TASK REQUIREMENTS: For the listing below, print exactly the lines from the line with "M1997,24L2025,36L2015,60L1988,44Z" to the line with "M1695,658L1720,672L1699,710L1674,696Z", both included, and nothing beyond them.

PROVIDED INFORMATION:

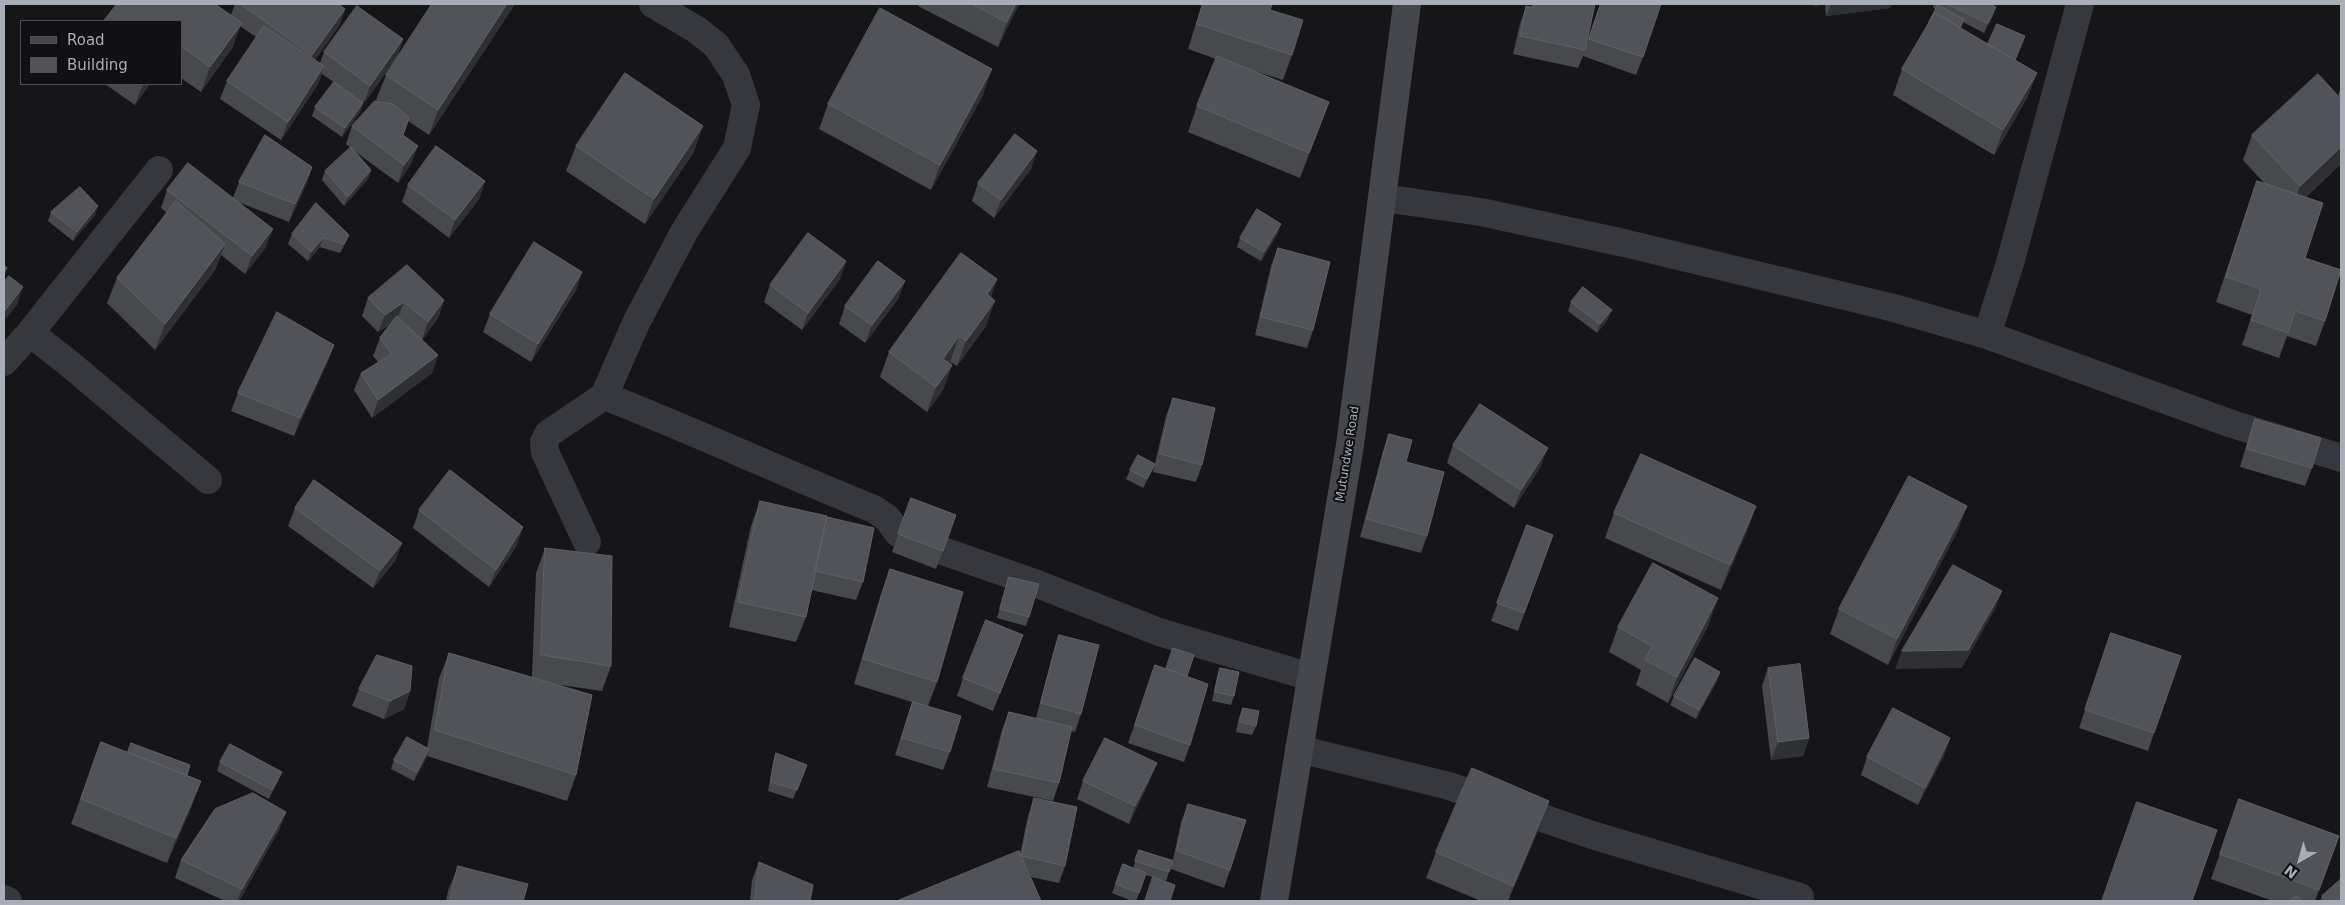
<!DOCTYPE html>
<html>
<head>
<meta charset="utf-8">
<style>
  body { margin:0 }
  #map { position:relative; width:2345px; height:905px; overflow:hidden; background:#161618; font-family:"DejaVu Sans",sans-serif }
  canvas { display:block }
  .frame { position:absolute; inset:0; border:5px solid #a8adb8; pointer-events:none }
  .legend { position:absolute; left:20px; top:20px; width:162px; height:65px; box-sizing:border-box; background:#111113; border:1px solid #4d4f55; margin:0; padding:6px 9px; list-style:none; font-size:15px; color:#a8adb8 }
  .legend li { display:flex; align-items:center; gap:10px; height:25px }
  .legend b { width:25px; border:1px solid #4d4f55 }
  .north { position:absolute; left:2275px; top:835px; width:50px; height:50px; -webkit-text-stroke:4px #111113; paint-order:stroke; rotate:218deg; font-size:14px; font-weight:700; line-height:20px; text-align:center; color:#a8adb8 }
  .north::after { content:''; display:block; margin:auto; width:18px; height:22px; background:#a8adb8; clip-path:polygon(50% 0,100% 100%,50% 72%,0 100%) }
</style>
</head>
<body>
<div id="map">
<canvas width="2345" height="905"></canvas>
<div class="frame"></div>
<ul class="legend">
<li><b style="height:6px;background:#45474d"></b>Road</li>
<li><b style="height:14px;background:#525359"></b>Building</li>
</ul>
<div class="north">N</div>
</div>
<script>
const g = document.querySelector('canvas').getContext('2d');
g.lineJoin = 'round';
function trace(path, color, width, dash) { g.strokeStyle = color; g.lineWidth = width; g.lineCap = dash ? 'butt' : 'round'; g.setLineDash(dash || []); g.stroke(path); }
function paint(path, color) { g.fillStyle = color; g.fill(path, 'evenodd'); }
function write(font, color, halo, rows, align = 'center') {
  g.font = font + ' "DejaVu Sans",sans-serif'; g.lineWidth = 4; g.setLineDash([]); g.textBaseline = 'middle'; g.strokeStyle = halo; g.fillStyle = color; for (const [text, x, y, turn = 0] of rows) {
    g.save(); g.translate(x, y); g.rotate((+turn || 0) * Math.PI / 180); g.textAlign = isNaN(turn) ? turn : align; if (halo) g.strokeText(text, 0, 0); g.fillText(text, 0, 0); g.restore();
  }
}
const street = new Path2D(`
  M653,4L697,30L716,45L736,75L746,105L737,148L684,232L636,323L604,396C695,431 783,473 874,509L887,518L898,533
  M1383,198L1481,212L1624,243L1894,308L1987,335L2232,424L2341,458
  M30,333L66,361L208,480
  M1987,335L2010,263L2080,4
  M4,362L30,333L159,170
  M587,542L545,452L544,442L548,434L604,396
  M943,551L1040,585L1159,632L1311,677
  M1299,749L1449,786L1592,835L1800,897
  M4,899L8,901`);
const secondary = new Path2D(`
  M1274,901L1350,445L1407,4`);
const wall = new Path2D(`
  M235,4H338L345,9L339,26L315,60L320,63L324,52L403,39L397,57L363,103L360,112L342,137L312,116L315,107L335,83L322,74L318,84L281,140L220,99L227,81L256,37L240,26L232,48L201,92L181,78V21L231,15Z
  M515,4L429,135L408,121L403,135L411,164L398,183L353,150L371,170L368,179L344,206L322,180L325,171L351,148L346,144L352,126L378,101L376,100L386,75Z
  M918,4H1019L998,47L918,6Z
  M1202,4H1272L1270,10L1292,55L1283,80L1248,69L1329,102L1300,178L1188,132L1197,106L1216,59L1188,49Z
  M1532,4H1595L1586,45L1600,4L1643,57L1636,75L1583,56L1578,68L1513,54L1520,24L1526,6L1531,7Z
  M1814,4H1892L1890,8L1826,16L1825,4L1814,6Z
  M1934,4H1990L1993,16L1984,33L1963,22L1961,28L2037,73L2027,98L1994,155L1893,95L1902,69L1928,24L1936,9L1933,8Z
  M105,84H150L135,105Z
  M2341,89V164L2306,197L2305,258L2325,321L2316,346L2287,336L2279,358L2242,345L2252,315L2216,302L2248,206L2257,181L2264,183L2243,160L2252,135L2339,96Z
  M983,95L931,190L819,129L828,104Z
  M576,146L694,152L645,224L566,171Z
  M1037,151L1031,169L994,218L972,201L978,183Z
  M312,167L306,185L289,222L238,202L266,247L245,274L221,255L215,270L155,350L107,303L117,278L167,213L161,208L167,190L233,198L239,182Z
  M485,181L479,199L449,238L402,202L408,185Z
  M51,212L95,215L73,241L48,221Z
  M1278,233L1261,261L1237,247L1240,238Z
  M292,234L349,235L345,244L340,253L320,247L308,261L288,244Z
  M1278,248L1313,330L1307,348L1255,335L1271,266Z
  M846,261L840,279L802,330L764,302L770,285Z
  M582,272L576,290L531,362L483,332L490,314Z
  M997,279L991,297L986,326L957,366L950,362L949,363L952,365L943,390L927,412L880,377L889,352Z
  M905,281L898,299L865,343L839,324L845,306Z
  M368,298L444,300L438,318L422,340L438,355L432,373L372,418L354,390L361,373L378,362L373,356L380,338L391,324L378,332L362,316Z
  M1571,302L1608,319L1597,333L1568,311Z
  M334,345L327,363L294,436L231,411L238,393Z
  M1173,398L1202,465L1196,482L1153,472L1166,416Z
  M2255,419L2312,468L2305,486L2240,467L2249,436Z
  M1389,434L1406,462L1427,536L1421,553L1360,537L1383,451Z
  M1453,445L1541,466L1514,508L1447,463Z
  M1155,464L1151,473L1143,488L1126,479L1130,470Z
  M911,498L956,515L936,569L892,552Z
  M760,501L827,517L863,582L856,600L811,590L806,617L796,642L729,627L751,526Z
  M1756,506L1747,531L1721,590L1605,538L1614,513Z
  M1967,506L1957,532L1888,665L1830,634L1839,609Z
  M295,508L402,543L395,561L373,588L288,526Z
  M419,510L517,545L489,587L413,528Z
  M1527,525L1553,535L1518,631L1491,621Z
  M545,548L611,666L602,691L554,684L576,775L567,801L427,756L414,781L391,769L394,760L427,748L439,678L449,653L532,677L536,573Z
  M890,569L937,682L928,706L950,752L943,770L895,755L912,702L854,684L881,594Z
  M1009,577L1029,617L1026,626L997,618Z
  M1709,624L1668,703L1636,685L1641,670L1609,652L1618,627Z
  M2111,633L2154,733L2148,751L2079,728Z
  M1023,635L993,711L957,696L963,678Z
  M1059,635L1081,714L1075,732L1071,731L1059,783L1053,801L987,787L1002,730L1009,712L1036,718L1053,653Z
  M1220,668L1234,696L1231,705L1212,701L1217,677Z
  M1768,668L1809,738L1803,756L1771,760L1762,686Z
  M1720,672L1717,681L1696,719L1670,705L1674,696Z
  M1187,676L1190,745L1184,762L1128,743L1149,683Z
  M359,689L410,691L404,709L384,719L352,706Z
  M1243,708L1256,726L1252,735L1236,732L1239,717Z
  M101,742L187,775L192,806L167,863L71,824Z
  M776,753L804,774L793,799L768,791L773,762Z
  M1944,756L1918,805L1861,775L1867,757Z
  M220,762L278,781L269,799L217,771Z
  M1150,780L1129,824L1077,799L1083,781Z
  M1034,798L1065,866L1059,883L1031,877L1020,854L1028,816Z
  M2239,799L2339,836L2315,901H2273L2211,879Z
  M1549,801L1540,826L1508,901H1481L1426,878L1436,852Z
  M1188,804L1230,870L1224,888L1171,869L1172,863L1166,881L1146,875L1136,901H1132L1112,893L1123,864L1133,868L1139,850L1173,860L1181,822Z
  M286,812L279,830L239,901H225L175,878L181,860Z
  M759,862L810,901H750L752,880Z
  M458,866L523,901H446L448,891Z
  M2322,896L2341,901H2320Z`);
const shadedWall = new Path2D(`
  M507,4H515L429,135L438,110Z
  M1016,4H1019L998,47L1007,22Z
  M1815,4H1826L1814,6Z
  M1831,4H1892L1890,8L1826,16Z
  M1996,7L1993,16L1984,33L1988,23Z
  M345,9L339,26L306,73L312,55Z
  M242,23L232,48L201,92L210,67Z
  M403,39L397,57L364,104L370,86Z
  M324,66L318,84L281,140L288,122Z
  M992,69L983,95L931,190L940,165Z
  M2037,73L2027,98L1994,155L2003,130Z
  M143,84H150L135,105Z
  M1329,102L1320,127L1300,178L1309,153Z
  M363,103L360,112L342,137L345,128Z
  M703,126L694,152L645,224L654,199Z
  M418,146L411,164L398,183L404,165Z
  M2341,147V164L2291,211L2300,186Z
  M1037,151L1031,169L994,218L1001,200Z
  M312,167L306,185L289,222L295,204Z
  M371,170L368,179L344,206L348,197Z
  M485,181L479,199L449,238L455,220Z
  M98,206L95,215L73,241L77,232Z
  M1281,224L1278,233L1261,261L1264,252Z
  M273,229L266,247L245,274L252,256Z
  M349,235L345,244L340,253L344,244Z
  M323,238L320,247L308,261L311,252Z
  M225,244L215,270L155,350L165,324Z
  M846,261L840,279L802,330L808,313Z
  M7,268L4,278V273Z
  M582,272L576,290L531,362L538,344Z
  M997,279L988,305L987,294Z
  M905,281L898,299L865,343L872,325Z
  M23,287L17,305L4,321V312Z
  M444,300L438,318L422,340L428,322Z
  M995,301L986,326L957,366L966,341Z
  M404,302L397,319L378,332L385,315Z
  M1612,310L1608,319L1597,333L1600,324Z
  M959,336L950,362L934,384L943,359Z
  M334,345L327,363L294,436L300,418Z
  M438,355L432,373L372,418L378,400Z
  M952,365L943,390L927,412L936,387Z
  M1548,448L1541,466L1514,508L1521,490Z
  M1155,464L1151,473L1143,488L1147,479Z
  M1756,506L1747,531L1721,590L1730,565Z
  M1967,506L1957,532L1888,665L1897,639Z
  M523,527L517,545L489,587L496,570Z
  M402,543L395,561L373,588L380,571Z
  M2002,591L1995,609L1962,668L1895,669L1902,651Z
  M1718,598L1709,624L1668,703L1677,677Z
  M1720,672L1717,681L1696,719L1699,710Z
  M410,691L404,709L384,719L390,701Z
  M1809,738L1803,756L1771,760L1778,742Z
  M1950,738L1944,756L1918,805L1925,788Z
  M429,749L426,759L414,781L417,772Z
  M1157,763L1150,780L1129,824L1135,806Z
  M282,772L278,781L269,799L272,790Z
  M201,781L192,806L167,863L176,838Z
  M1549,801L1540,826L1507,901L1513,886Z
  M286,812L279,830L239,901H237L242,889Z`);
const building = new Path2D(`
  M117,4H215L242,23L210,67L181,46V21H104Z
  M241,4H338L345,9L312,55Z
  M432,4H507L438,110L386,75Z
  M972,4H1016L1007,22Z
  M1203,4H1272L1270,10L1303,20L1292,55L1197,24Z
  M1535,4H1595L1585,50L1520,36L1526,6L1534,8Z
  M1601,4H1661L1643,57L1589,39Z
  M1947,4H1990L1996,7L1988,23Z
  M1938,5L1964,19L1960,27L1935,13L1929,22Z
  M357,6L403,39L370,86L324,52Z
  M880,8L992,69L940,165L828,104Z
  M1935,13L2037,73L2003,130L1902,69Z
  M1997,24L2025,36L2015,60L1988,44Z
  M264,26L324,66L288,122L227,81Z
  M1217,56L1329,102L1309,153L1197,106Z
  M625,73L703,126L654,199L576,146Z
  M2318,74L2341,99V147L2300,186L2252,135Z
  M334,82L363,103L345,128L315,107Z
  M2341,89V99L2339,96Z
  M375,101L393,104L409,118L403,135L418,146L404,165L352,126Z
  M1015,134L1037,151L1001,200L978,183Z
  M265,135L312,167L295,204L239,182Z
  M436,146L485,181L455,220L408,185Z
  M351,147L371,170L348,197L325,171Z
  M188,163L273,229L252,256L167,190Z
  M2257,181L2323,203L2305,258L2341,270L2325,321L2295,311L2288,333L2251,320L2261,289L2226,277Z
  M80,187L98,206L77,232L51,212Z
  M176,201L225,244L165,324L117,278Z
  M316,203L349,235L344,244L323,238L311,252L292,234Z
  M1257,209L1281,224L1264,252L1240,238Z
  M808,233L846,261L808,313L770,285Z
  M534,242L582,272L538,344L490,314Z
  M1278,248L1330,262L1313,330L1261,317Z
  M961,253L997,279L987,294L995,301L966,341L959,336L943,359L952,365L936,387L889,352Z
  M878,261L905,281L872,325L845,306Z
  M4,265L7,268L4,273Z
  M407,265L444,300L428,322L404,302L385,315L368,298Z
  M9,276L23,287L4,312V282Z
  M1583,287L1612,310L1600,324L1571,302Z
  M277,312L334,345L300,418L238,393Z
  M397,316L438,355L378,400L361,373L392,354L380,338Z
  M1173,398L1215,408L1202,465L1160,454Z
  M1480,404L1548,448L1521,490L1453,445Z
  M2255,419L2321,438L2312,468L2247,449Z
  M1389,434L1412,440L1406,462L1444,472L1427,536L1367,519Z
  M1641,454L1756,506L1730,565L1614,513Z
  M1138,455L1155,464L1147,479L1130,470Z
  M450,470L523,527L496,570L419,510Z
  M1909,476L1967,506L1897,639L1839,609Z
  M314,480L402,543L380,571L295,508Z
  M911,498L956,515L943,551L898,534Z
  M760,501L827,516L806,617L738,602Z
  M827,517L874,528L863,582L815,571Z
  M1527,525L1553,535L1524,613L1497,603Z
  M545,548L612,556L611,666L541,655Z
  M1653,563L1718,598L1677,677L1645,660L1652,646L1618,627Z
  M1953,565L2002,591L1968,650L1902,651Z
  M890,569L963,592L937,682L863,659Z
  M1009,577L1039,584L1029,617L1000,609Z
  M986,620L1023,635L1000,693L963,678Z
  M2111,633L2181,656L2154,733L2085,710Z
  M1059,635L1099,645L1081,714L1041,703Z
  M1173,648L1194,655L1187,676L1166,669Z
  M449,653L592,695L576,775L435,730Z
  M377,655L412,666L410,691L390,701L359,689Z
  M1695,658L1720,672L1699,710L1674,696Z
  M1800,664L1809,738L1778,742L1768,668Z
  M1155,665L1208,684L1190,745L1135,725Z
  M1220,668L1239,672L1234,696L1215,692Z
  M913,702L961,716L950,752L902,738Z
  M1243,708L1259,711L1256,726L1240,722Z
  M1893,708L1950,738L1925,788L1867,757Z
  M1009,712L1072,727L1059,783L994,769Z
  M407,737L429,749L417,772L394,760Z
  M1105,738L1157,763L1135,806L1083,781Z
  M101,742L201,781L176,838L81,799Z
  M131,743L190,765L187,775L128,752Z
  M230,744L282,772L272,790L220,762Z
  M776,753L807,765L797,790L771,782Z
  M1472,768L1549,801L1513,886L1436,852Z
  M253,793L286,812L242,889L181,860L215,809Z
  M1034,798L1077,807L1065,866L1022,856Z
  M2239,799L2339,836L2319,890L2220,854Z
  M2137,802L2217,830L2192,901H2102Z
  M1188,804L1246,820L1230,870L1177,851Z
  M1139,850L1173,861L1169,872L1135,861Z
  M1019,851L1041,901H897Z
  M759,862L813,885L810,901H755Z
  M1123,864L1146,873L1139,893L1116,884Z
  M458,866L528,884L523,901H450Z
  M1153,877L1175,885L1170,901H1145Z
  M2341,879V901H2326L2322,896Z
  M2297,896L2301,901H2290Z`);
const streetNames = [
  ["Mutundwe Road",1348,454,-81]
];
trace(street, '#37383d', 28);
trace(secondary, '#45474d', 28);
paint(wall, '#47494d');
paint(shadedWall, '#2f3033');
paint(building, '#525359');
trace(building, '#5f6168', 1);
write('12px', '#a8adb8', '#111113', streetNames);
</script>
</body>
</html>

WRITTEN REPLY:
  M1997,24L2025,36L2015,60L1988,44Z
  M264,26L324,66L288,122L227,81Z
  M1217,56L1329,102L1309,153L1197,106Z
  M625,73L703,126L654,199L576,146Z
  M2318,74L2341,99V147L2300,186L2252,135Z
  M334,82L363,103L345,128L315,107Z
  M2341,89V99L2339,96Z
  M375,101L393,104L409,118L403,135L418,146L404,165L352,126Z
  M1015,134L1037,151L1001,200L978,183Z
  M265,135L312,167L295,204L239,182Z
  M436,146L485,181L455,220L408,185Z
  M351,147L371,170L348,197L325,171Z
  M188,163L273,229L252,256L167,190Z
  M2257,181L2323,203L2305,258L2341,270L2325,321L2295,311L2288,333L2251,320L2261,289L2226,277Z
  M80,187L98,206L77,232L51,212Z
  M176,201L225,244L165,324L117,278Z
  M316,203L349,235L344,244L323,238L311,252L292,234Z
  M1257,209L1281,224L1264,252L1240,238Z
  M808,233L846,261L808,313L770,285Z
  M534,242L582,272L538,344L490,314Z
  M1278,248L1330,262L1313,330L1261,317Z
  M961,253L997,279L987,294L995,301L966,341L959,336L943,359L952,365L936,387L889,352Z
  M878,261L905,281L872,325L845,306Z
  M4,265L7,268L4,273Z
  M407,265L444,300L428,322L404,302L385,315L368,298Z
  M9,276L23,287L4,312V282Z
  M1583,287L1612,310L1600,324L1571,302Z
  M277,312L334,345L300,418L238,393Z
  M397,316L438,355L378,400L361,373L392,354L380,338Z
  M1173,398L1215,408L1202,465L1160,454Z
  M1480,404L1548,448L1521,490L1453,445Z
  M2255,419L2321,438L2312,468L2247,449Z
  M1389,434L1412,440L1406,462L1444,472L1427,536L1367,519Z
  M1641,454L1756,506L1730,565L1614,513Z
  M1138,455L1155,464L1147,479L1130,470Z
  M450,470L523,527L496,570L419,510Z
  M1909,476L1967,506L1897,639L1839,609Z
  M314,480L402,543L380,571L295,508Z
  M911,498L956,515L943,551L898,534Z
  M760,501L827,516L806,617L738,602Z
  M827,517L874,528L863,582L815,571Z
  M1527,525L1553,535L1524,613L1497,603Z
  M545,548L612,556L611,666L541,655Z
  M1653,563L1718,598L1677,677L1645,660L1652,646L1618,627Z
  M1953,565L2002,591L1968,650L1902,651Z
  M890,569L963,592L937,682L863,659Z
  M1009,577L1039,584L1029,617L1000,609Z
  M986,620L1023,635L1000,693L963,678Z
  M2111,633L2181,656L2154,733L2085,710Z
  M1059,635L1099,645L1081,714L1041,703Z
  M1173,648L1194,655L1187,676L1166,669Z
  M449,653L592,695L576,775L435,730Z
  M377,655L412,666L410,691L390,701L359,689Z
  M1695,658L1720,672L1699,710L1674,696Z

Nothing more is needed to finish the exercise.